As he went out again, Walter paused on the threshold to stare in amazement. The sun was not yet above the horizon, but the whole world had changed. He seemed to be standing in the center of a vast bowl. On every hand the country appeared to curve upward. And the distance was no longer distant! Groves of bare branched trees, streams, heights of land that he knew to be miles away had moved in around the settlement until they seemed only a few rods distant. To the west the line of hills,—Pembina Mountains,—that he had never glimpsed, even on the clearest day, as more than a faint blue line on the horizon, loomed up a mighty, flat-topped ridge. Once before, in December, Walter had seen the landscape transformed, but it was nothing to compare with this. Louis, familiar from childhood with the mirage of the prairie, declared he had never known such an extraordinary one.

Awed and wondering, the two lads stood gazing about them. Turning to the east, they watched a spreading ray of crimson light mount the sky from the soft, low lying, rose and gold bordered clouds at the horizon. The sun was coming up. As the horizon clouds reddened and the rim of the glowing disk appeared, an exclamation from his companion caused Walter to wheel about.

Louis was pointing at two men and a dog team gliding through the air,—upside down! Every detail was startlingly clear, capotes with hoods pulled up, sashes, buckskin leggings, snowshoes. The driver with the long whip looked very tall. He belabored his dogs cruelly. It seemed to Walter that he ought to hear the man’s shouts and curses, the howls and whines of the abused beasts. He could see their tracks in the snow, and a fringe of trees beyond them,—everything inverted as if he himself were standing on his head to watch men and dogs moving across the prairie. As he watched, the figures grew to gigantic stature, the outlines became indistinct. They vanished altogether. The sun was above the clouds now. The distance grew hazy. Only part of the chain of hills was visible. Louis turned to Walter, excitement in his voice.

“I think those men go to the mountain too,” he said. “Do you know how far away they are?”

Walter shook his head. He felt quite incapable of estimating distance in this fantastic world, where things he knew to be miles away were almost hitting him in the face.

“At least fifteen miles,” declared Louis impressively.

“Impossible.

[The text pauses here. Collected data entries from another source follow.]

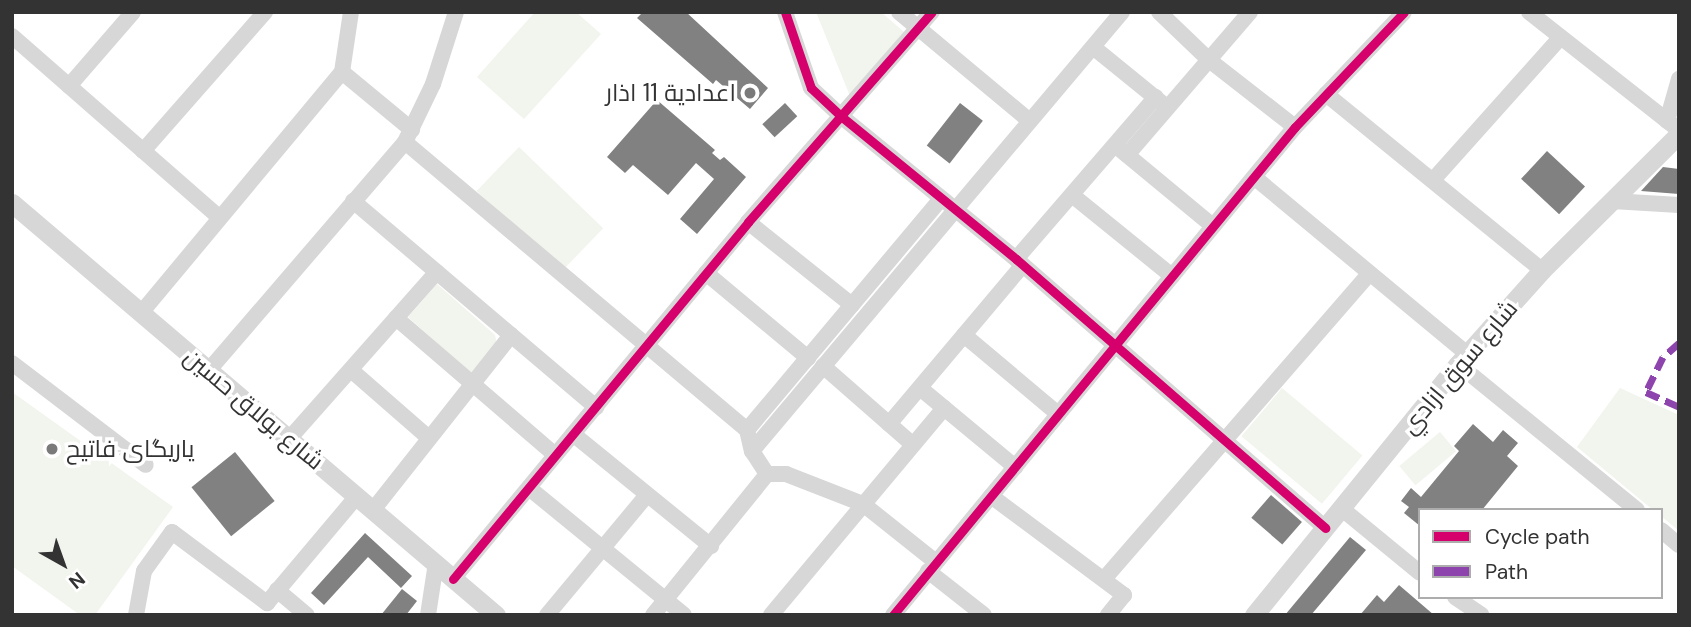 <!DOCTYPE html>
<meta charset="utf-8">
<style>
body{margin:0}
#map{position:relative;width:1691px;height:627px;overflow:hidden;background:#fff;font-family:"DM Sans",Cairo,sans-serif}
div>[style]{position:absolute}
[style*='--x']{left:calc(var(--x)*1px);top:calc(var(--y)*1px);width:calc(var(--w)*1px);rotate:calc(var(--a)*1deg)}
.green>*{inset:0;background:#f1f5ed;transform-origin:0 0}
.building>*{inset:0;background:#818181;transform-origin:0 0}
.minor>*{height:16px;margin:-8px;padding:0 8px;transform-origin:8px;border-radius:8px;background:#d7d7d7}
.tertiary>*{height:19px;margin:-9.5px;padding:0 9.5px;transform-origin:9.5px;border-radius:9.5px;background:#d7d7d7}
.quiet>*{height:7px;margin-top:-3.5px;transform-origin:0;background:repeating-linear-gradient(90deg,#8e44ad 0 14px,transparent 0 21px)}
.cycleway>*{height:9px;margin:-4.5px;padding:0 4.5px;transform-origin:4.5px;border-radius:4.5px;background:#d6006c}
.dots>*{width:19px;height:19px;translate:-50% -50%;box-sizing:border-box;border:4px solid #fff;border-radius:50%}
span{translate:-50% -50%;white-space:nowrap;text-align:center;line-height:1.15;-webkit-text-stroke:7px #fff;paint-order:stroke}
.poi-label{font-size:24px;color:#333}
.right{translate:-100% -50%;text-align:right}
.left{translate:0 -50%;text-align:left}
.street-label{font-size:24px;color:#333}
.frame{position:absolute;inset:0;border:14px solid #333;pointer-events:none}
.legend{position:absolute;left:1418px;top:508px;width:245px;height:91px;box-sizing:border-box;background:#fff;border:2px solid #adadad;margin:0;padding:9px 12px;list-style:none;font-size:21px;color:#333}
.legend li{display:flex;align-items:center;gap:14px;height:35px}
.legend b{width:35px;border:2px solid #adadad}
.north{position:absolute;left:28px;top:529px;width:70px;height:70px;-webkit-text-stroke:5px #fff;paint-order:stroke;rotate:140deg;font-size:19px;font-weight:700;line-height:28px;text-align:center;color:#333}
.north::after{content:'';display:block;margin:auto;width:24px;height:32px;background:#333;clip-path:polygon(50% 0,100% 100%,50% 72%,0 100%)}
</style>
<div id="map">
<div class="green">
<i style="clip-path:polygon(535px 12px,576px 12px,601px 34px,524px 119px,477px 77px)"></i>
<i style="clip-path:polygon(816px 12px,881px 12px,904px 32px,850px 96px)"></i>
<i style="left:519px;top:147px;width:117px;height:61px;rotate:44deg"></i>
<i style="clip-path:polygon(437px 284px,495px 335px,497px 345px,473px 375px,408px 317px)"></i>
<i style="left:1282px;top:388px;width:105px;height:63px;rotate:40deg"></i>
<i style="clip-path:polygon(1620px 388px,1679px 415px,1679px 531px,1661px 516px,1661px 510px,1653px 510px,1577px 447px)"></i>
<i style="clip-path:polygon(12px 392px,173px 507px,95px 615px,80px 615px,12px 566px)"></i>
<i style="left:1440px;top:432px;width:25px;height:53px;rotate:50deg"></i>
</div>
<div class="building">
<i style="clip-path:polygon(643px 12px,686px 12px,768px 88px,750px 109px,716px 80px,713px 84px,637px 18px)"></i>
<i style="clip-path:polygon(657px 100px,715px 150px,712px 153px,720px 160px,724px 157px,746px 177px,697px 234px,680px 219px,714px 179px,696px 163px,668px 195px,633px 165px,625px 173px,607px 157px)"></i>
<i style="left:785px;top:103px;width:18px;height:31px;rotate:47deg"></i>
<i style="left:960px;top:103px;width:29px;height:54px;rotate:38deg"></i>
<i style="left:1547px;top:151px;width:52px;height:38px;rotate:43deg"></i>
<i style="clip-path:polygon(1663px 167px,1679px 169px,1679px 194px,1641px 191px)"></i>
<i style="clip-path:polygon(1473px 424px,1493px 442px,1503px 430px,1518px 443px,1507px 456px,1518px 466px,1482px 510px,1420px 510px,1420px 526px,1404px 513px,1409px 507px,1401px 501px,1411px 488px,1421px 497px,1459px 451px,1454px 446px)"></i>
<i style="left:235px;top:452px;width:63px;height:56px;rotate:51deg"></i>
<i style="left:1271px;top:495px;width:41px;height:30px;rotate:41deg"></i>
<i style="clip-path:polygon(365px 533px,412px 576px,401px 588px,368px 557px,324px 605px,311px 593px)"></i>
<i style="clip-path:polygon(1350px 537px,1366px 550px,1311px 615px,1285px 615px)"></i>
<i style="clip-path:polygon(1399px 585px,1434px 615px,1360px 615px,1377px 595px,1384px 602px)"></i>
<i style="clip-path:polygon(402px 589px,417px 601px,406px 615px,381px 615px)"></i>
</div>
<div class="minor">
<i style="--x:785;--y:12;--w:80;--a:71.1"></i>
<i style="--x:811;--y:88;--w:42;--a:43.1"></i>
<i style="--x:842;--y:117;--w:225;--a:39.2"></i>
<i style="--x:1016;--y:259;--w:410;--a:41"></i>
<i style="--x:899;--y:12;--w:170;--a:39.8"></i>
<i style="--x:1159;--y:12;--w:69;--a:43.8"></i>
<i style="--x:1209;--y:60;--w:109;--a:37.9"></i>
<i style="--x:1529;--y:12;--w:191;--a:38.2"></i>
<i style="--x:12;--y:36;--w:276;--a:41.2"></i>
<i style="--x:1093;--y:47;--w:89;--a:39.1"></i>
<i style="--x:342;--y:72;--w:91;--a:39.6"></i>
<i style="--x:69;--y:86;--w:98;--a:-49.1"></i>
<i style="--x:1326;--y:94;--w:279;--a:39.2"></i>
<i style="--x:1667;--y:121;--w:44;--a:-74.1"></i>
<i style="--x:405;--y:142;--w:447;--a:40.1"></i>
<i style="--x:747;--y:430;--w:22;--a:77"></i>
<i style="--x:752;--y:451;--w:27;--a:57"></i>
<i style="--x:1121;--y:150;--w:119;--a:39.6"></i>
<i style="--x:143;--y:151;--w:185;--a:-48.7"></i>
<i style="--x:1127;--y:155;--w:189;--a:-49.3"></i>
<i style="--x:1254;--y:177;--w:277;--a:39.7"></i>
<i style="--x:1433;--y:180;--w:191;--a:-48.2"></i>
<i style="--x:1072;--y:195;--w:129;--a:39"></i>
<i style="--x:353;--y:201;--w:319;--a:40.3"></i>
<i style="--x:1612;--y:201;--w:67;--a:3.4"></i>
<i style="--x:748;--y:222;--w:133;--a:38.6"></i>
<i style="--x:1016;--y:259;--w:214;--a:-49.2"></i>
<i style="--x:706;--y:273;--w:133;--a:39.8"></i>
<i style="--x:141;--y:313;--w:314;--a:-50.2"></i>
<i style="--x:342;--y:72;--w:61;--a:-81.5"></i>
<i style="--x:396;--y:318;--w:210;--a:40.7"></i>
<i style="--x:964;--y:335;--w:123;--a:40"></i>
<i style="--x:12;--y:363;--w:168;--a:37.3"></i>
<i style="--x:1458;--y:364;--w:231;--a:39.2"></i>
<i style="--x:823;--y:366;--w:118;--a:41.2"></i>
<i style="--x:209;--y:370;--w:301;--a:-49.3"></i>
<i style="--x:405;--y:142;--w:64;--a:-64.2"></i>
<i style="--x:433;--y:84;--w:76;--a:-72.3"></i>
<i style="--x:351;--y:370;--w:103;--a:41.1"></i>
<i style="--x:920;--y:388;--w:124;--a:39.7"></i>
<i style="--x:889;--y:424;--w:207;--a:-49.9"></i>
<i style="--x:747;--y:430;--w:302;--a:-50"></i>
<i style="--x:573;--y:434;--w:178;--a:39.1"></i>
<i style="--x:289;--y:439;--w:223;--a:-48.5"></i>
<i style="--x:752;--y:451;--w:574;--a:-49.87"></i>
<i style="--x:767;--y:474;--w:19;--a:0"></i>
<i style="--x:786;--y:474;--w:83;--a:21.3"></i>
<i style="--x:863;--y:504;--w:93;--a:38.5"></i>
<i style="--x:529;--y:488;--w:200;--a:39.3"></i>
<i style="--x:991;--y:496;--w:166;--a:36.7"></i>
<i style="--x:1124;--y:595;--w:26;--a:129"></i>
<i style="--x:1341;--y:508;--w:102;--a:39.4"></i>
<i style="--x:373;--y:510;--w:223;--a:-51.7"></i>
<i style="--x:1661;--y:530;--w:23;--a:40"></i>
<i style="--x:928;--y:571;--w:71;--a:38.2"></i>
<i style="--x:453;--y:579;--w:463;--a:-50.4"></i>
<i style="--x:748;--y:222;--w:279;--a:-48.8"></i>
<i style="--x:1104;--y:579;--w:404;--a:-49"></i>
<i style="--x:277;--y:590;--w:39;--a:40"></i>
<i style="--x:1455;--y:597;--w:32;--a:34"></i>
<i style="--x:136;--y:615;--w:45;--a:-79.7"></i>
<i style="--x:144;--y:571;--w:48;--a:-54.3"></i>
<i style="--x:172;--y:532;--w:119;--a:36.8"></i>
<i style="--x:267;--y:603;--w:140;--a:-49.9"></i>
<i style="--x:428;--y:615;--w:53;--a:-81.3"></i>
<i style="--x:547;--y:615;--w:156;--a:-50.2"></i>
<i style="--x:653;--y:615;--w:181;--a:-51"></i>
<i style="--x:771;--y:615;--w:270;--a:-50.1"></i>
<i style="--x:893;--y:615;--w:632;--a:-50.52"></i>
<i style="--x:1295;--y:127;--w:158;--a:-46.5"></i>
</div>
<div class="tertiary">
<i style="--x:12;--y:203;--w:636;--a:40.41"></i>
<i style="--x:1254;--y:615;--w:323;--a:-50.9"></i>
<i style="--x:1458;--y:364;--w:126;--a:-48.2"></i>
<i style="--x:1542;--y:270;--w:193;--a:-44.8"></i>
</div>
<div class="quiet">
<i style="--x:1679;--y:343;--w:21;--a:139"></i>
<i style="--x:1663;--y:357;--w:39;--a:116"></i>
<i style="--x:1646;--y:392;--w:36;--a:24"></i>
</div>
<div class="cycleway">
<i style="--x:785;--y:12;--w:80;--a:71.1"></i>
<i style="--x:811;--y:88;--w:42;--a:43.1"></i>
<i style="--x:842;--y:117;--w:225;--a:39.2"></i>
<i style="--x:1016;--y:259;--w:410;--a:41"></i>
<i style="--x:453;--y:579;--w:463;--a:-50.4"></i>
<i style="--x:748;--y:222;--w:279;--a:-48.8"></i>
<i style="--x:893;--y:615;--w:632;--a:-50.52"></i>
<i style="--x:1295;--y:127;--w:158;--a:-46.5"></i>
</div>
<div class="dots">
<i style="left:750px;top:93px;background:#7a7a7a"></i>
<i style="left:52px;top:449px;background:#7a7a7a"></i>
</div>
<div class="poi-label">
<span class="right" style="left:736px;top:93px">اعدادية 11 اذار</span>
<span class="left" style="left:66px;top:449px">یاریگای فاتیح</span>
</div>
<div class="street-label">
<span style="left:1459px;top:367px;rotate:-50deg">شارع سوق ازادي</span>
<span style="left:254px;top:409px;rotate:40deg">شارع بولاق حسين</span>
</div>
<div class="frame"></div>
<ul class="legend">
<li><b style="height:9px;background:#d6006c"></b>Cycle path</li>
<li><b style="height:9px;background:#8e44ad"></b>Path</li>
</ul>
<div class="north">N</div>
</div>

We couldn’t see them so plainly.”

“And yet we have seen them. The mirage is always unbelievable.”

“What is it anyway, Louis? What causes it?”

The Canadian lad shrugged his shoulders. “The Indians say the spirits of the air play tricks to bewilder men and make them wander off the trail to seek things that are not there. Once I asked Father Dumoulin and he said the spirits had nothing to do with it. He called it a false effect of light, but that does not explain it, do you think?”